**EXTRACTED DATA**
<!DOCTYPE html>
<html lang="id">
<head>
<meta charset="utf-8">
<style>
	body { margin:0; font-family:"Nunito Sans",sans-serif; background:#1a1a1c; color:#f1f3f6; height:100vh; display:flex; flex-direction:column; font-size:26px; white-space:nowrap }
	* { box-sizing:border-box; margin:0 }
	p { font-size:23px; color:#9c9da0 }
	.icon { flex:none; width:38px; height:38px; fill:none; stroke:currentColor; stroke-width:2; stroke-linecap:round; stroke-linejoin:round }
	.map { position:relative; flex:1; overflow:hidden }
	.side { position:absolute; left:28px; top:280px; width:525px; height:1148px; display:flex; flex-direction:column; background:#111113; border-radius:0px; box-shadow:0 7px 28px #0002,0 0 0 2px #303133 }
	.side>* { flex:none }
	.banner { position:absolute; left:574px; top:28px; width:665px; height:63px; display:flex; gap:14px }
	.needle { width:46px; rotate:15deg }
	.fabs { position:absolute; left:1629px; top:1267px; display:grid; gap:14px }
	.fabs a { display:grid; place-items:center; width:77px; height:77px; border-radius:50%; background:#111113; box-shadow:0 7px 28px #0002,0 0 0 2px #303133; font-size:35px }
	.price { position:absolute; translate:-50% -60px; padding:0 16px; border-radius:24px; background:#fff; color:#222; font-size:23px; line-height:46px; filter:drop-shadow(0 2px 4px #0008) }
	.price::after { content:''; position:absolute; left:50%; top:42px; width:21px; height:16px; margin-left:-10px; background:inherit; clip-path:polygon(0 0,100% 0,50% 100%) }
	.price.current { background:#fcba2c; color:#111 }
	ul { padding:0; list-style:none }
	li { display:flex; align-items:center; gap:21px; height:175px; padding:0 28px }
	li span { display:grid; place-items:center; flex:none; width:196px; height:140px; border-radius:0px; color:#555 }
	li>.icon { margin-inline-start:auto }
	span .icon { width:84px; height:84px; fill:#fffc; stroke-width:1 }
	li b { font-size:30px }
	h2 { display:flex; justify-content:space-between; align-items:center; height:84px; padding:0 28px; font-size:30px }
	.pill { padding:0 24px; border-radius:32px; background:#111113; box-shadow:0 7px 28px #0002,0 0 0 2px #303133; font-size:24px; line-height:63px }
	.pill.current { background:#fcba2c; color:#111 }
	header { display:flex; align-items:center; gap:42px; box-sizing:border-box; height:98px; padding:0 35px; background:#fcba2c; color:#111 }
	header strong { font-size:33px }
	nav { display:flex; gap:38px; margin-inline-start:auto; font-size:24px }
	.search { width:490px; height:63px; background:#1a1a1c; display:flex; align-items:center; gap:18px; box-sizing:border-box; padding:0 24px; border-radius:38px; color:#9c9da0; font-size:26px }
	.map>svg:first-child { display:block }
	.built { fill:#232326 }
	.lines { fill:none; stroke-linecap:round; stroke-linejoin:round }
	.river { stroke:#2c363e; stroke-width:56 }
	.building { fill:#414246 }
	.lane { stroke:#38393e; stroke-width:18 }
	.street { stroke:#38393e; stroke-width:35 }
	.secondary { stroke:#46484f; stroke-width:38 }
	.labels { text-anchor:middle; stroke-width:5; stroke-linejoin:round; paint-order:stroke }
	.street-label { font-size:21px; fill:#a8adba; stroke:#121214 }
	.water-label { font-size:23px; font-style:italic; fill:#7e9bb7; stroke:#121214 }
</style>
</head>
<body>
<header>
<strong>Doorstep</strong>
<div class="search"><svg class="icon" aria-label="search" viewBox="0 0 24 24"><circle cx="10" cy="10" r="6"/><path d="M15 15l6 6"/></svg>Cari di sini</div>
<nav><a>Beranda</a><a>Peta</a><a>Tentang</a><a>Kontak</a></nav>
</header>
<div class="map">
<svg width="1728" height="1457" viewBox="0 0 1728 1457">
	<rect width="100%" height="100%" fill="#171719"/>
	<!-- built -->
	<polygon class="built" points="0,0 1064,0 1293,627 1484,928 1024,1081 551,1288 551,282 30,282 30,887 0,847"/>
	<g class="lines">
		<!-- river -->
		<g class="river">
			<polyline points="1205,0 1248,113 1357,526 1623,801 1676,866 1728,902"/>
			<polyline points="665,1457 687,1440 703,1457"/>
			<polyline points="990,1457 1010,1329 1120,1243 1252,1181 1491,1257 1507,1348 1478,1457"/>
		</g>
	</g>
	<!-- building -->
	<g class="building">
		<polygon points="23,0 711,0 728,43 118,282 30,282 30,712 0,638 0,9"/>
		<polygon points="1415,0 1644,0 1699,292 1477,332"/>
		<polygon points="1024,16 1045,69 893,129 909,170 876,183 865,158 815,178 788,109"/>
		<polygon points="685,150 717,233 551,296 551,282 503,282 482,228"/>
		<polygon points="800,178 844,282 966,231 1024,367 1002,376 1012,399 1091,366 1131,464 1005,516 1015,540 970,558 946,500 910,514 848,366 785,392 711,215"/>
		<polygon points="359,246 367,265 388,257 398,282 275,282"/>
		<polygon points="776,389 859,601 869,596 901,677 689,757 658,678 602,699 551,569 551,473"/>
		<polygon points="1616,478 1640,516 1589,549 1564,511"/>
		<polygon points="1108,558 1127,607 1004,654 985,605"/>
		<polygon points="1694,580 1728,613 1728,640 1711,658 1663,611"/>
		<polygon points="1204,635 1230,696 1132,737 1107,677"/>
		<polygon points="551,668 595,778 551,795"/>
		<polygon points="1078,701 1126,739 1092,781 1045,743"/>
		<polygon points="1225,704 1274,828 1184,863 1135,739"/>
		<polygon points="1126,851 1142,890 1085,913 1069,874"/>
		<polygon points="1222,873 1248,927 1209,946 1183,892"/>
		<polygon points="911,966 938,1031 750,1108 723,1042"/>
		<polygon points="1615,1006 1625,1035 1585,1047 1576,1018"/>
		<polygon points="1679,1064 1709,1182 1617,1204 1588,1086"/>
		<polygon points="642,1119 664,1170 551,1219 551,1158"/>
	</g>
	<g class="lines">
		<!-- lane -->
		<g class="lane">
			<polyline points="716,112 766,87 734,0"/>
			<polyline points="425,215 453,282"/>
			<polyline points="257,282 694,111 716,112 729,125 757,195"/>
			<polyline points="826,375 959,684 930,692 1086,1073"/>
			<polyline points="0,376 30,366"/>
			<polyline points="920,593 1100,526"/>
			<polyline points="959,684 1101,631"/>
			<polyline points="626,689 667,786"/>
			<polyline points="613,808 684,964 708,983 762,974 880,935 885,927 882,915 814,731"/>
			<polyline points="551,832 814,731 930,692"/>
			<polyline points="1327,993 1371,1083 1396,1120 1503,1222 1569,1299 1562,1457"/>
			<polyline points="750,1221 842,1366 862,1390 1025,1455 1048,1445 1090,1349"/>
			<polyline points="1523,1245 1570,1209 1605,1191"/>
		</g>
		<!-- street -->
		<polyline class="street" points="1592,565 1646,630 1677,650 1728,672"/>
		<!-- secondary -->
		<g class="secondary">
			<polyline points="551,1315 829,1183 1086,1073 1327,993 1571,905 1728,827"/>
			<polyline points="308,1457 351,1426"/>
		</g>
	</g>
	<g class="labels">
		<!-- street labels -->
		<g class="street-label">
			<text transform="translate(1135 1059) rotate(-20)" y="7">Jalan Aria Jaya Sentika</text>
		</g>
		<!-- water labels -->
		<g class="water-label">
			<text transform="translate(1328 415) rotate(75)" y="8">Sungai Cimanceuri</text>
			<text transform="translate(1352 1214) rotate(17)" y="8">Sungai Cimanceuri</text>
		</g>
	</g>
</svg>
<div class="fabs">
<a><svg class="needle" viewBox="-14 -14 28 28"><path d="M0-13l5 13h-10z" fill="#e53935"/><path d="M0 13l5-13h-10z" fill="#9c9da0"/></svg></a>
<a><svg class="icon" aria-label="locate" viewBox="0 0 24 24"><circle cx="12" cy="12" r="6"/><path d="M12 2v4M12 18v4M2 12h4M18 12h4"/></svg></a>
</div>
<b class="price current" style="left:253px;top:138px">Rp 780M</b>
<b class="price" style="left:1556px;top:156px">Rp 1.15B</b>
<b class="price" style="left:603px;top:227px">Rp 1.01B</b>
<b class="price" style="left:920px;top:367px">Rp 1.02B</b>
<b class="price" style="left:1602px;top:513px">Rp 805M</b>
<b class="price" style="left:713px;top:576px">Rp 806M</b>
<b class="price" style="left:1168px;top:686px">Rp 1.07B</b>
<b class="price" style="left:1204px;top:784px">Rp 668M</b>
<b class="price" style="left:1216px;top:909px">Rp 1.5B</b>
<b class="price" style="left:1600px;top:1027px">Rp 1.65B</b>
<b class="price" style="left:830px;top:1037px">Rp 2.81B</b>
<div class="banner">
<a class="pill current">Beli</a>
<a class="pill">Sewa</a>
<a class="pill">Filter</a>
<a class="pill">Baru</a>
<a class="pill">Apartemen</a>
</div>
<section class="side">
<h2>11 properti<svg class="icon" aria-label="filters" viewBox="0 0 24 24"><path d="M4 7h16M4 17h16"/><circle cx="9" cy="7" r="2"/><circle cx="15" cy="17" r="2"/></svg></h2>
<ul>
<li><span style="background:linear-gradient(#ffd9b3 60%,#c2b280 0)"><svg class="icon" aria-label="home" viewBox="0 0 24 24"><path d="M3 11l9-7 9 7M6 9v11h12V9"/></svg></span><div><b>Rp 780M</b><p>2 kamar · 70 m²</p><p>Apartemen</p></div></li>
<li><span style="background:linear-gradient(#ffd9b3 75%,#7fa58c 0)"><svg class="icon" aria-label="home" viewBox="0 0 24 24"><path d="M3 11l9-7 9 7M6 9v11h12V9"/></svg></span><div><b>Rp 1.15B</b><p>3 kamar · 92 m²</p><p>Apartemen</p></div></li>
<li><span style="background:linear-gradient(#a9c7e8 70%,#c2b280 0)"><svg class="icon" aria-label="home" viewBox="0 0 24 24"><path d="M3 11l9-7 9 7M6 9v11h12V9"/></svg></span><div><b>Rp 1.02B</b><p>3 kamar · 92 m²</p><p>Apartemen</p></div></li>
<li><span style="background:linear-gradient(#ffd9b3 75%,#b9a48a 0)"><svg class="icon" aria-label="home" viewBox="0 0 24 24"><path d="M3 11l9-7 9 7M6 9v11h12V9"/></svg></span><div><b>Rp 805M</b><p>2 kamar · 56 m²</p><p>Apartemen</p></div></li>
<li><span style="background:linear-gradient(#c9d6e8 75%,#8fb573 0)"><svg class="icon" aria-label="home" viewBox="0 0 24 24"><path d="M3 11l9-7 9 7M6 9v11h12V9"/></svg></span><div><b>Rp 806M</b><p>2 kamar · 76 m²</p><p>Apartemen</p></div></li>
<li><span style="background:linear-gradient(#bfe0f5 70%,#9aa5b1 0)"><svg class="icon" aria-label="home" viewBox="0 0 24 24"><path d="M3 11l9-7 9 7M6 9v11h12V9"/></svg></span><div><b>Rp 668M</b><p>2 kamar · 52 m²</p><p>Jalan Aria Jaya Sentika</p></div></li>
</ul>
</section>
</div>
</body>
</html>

**WHAT THE TASK ASKS**
Using the records above, repeat exactly the lines from the first one through the line with "width:84px; height:84px; fill:#fffc;".

**ANSWER TO THIS EXERCISE**
<!DOCTYPE html>
<html lang="id">
<head>
<meta charset="utf-8">
<style>
	body { margin:0; font-family:"Nunito Sans",sans-serif; background:#1a1a1c; color:#f1f3f6; height:100vh; display:flex; flex-direction:column; font-size:26px; white-space:nowrap }
	* { box-sizing:border-box; margin:0 }
	p { font-size:23px; color:#9c9da0 }
	.icon { flex:none; width:38px; height:38px; fill:none; stroke:currentColor; stroke-width:2; stroke-linecap:round; stroke-linejoin:round }
	.map { position:relative; flex:1; overflow:hidden }
	.side { position:absolute; left:28px; top:280px; width:525px; height:1148px; display:flex; flex-direction:column; background:#111113; border-radius:0px; box-shadow:0 7px 28px #0002,0 0 0 2px #303133 }
	.side>* { flex:none }
	.banner { position:absolute; left:574px; top:28px; width:665px; height:63px; display:flex; gap:14px }
	.needle { width:46px; rotate:15deg }
	.fabs { position:absolute; left:1629px; top:1267px; display:grid; gap:14px }
	.fabs a { display:grid; place-items:center; width:77px; height:77px; border-radius:50%; background:#111113; box-shadow:0 7px 28px #0002,0 0 0 2px #303133; font-size:35px }
	.price { position:absolute; translate:-50% -60px; padding:0 16px; border-radius:24px; background:#fff; color:#222; font-size:23px; line-height:46px; filter:drop-shadow(0 2px 4px #0008) }
	.price::after { content:''; position:absolute; left:50%; top:42px; width:21px; height:16px; margin-left:-10px; background:inherit; clip-path:polygon(0 0,100% 0,50% 100%) }
	.price.current { background:#fcba2c; color:#111 }
	ul { padding:0; list-style:none }
	li { display:flex; align-items:center; gap:21px; height:175px; padding:0 28px }
	li span { display:grid; place-items:center; flex:none; width:196px; height:140px; border-radius:0px; color:#555 }
	li>.icon { margin-inline-start:auto }
	span .icon { width:84px; height:84px; fill:#fffc; stroke-width:1 }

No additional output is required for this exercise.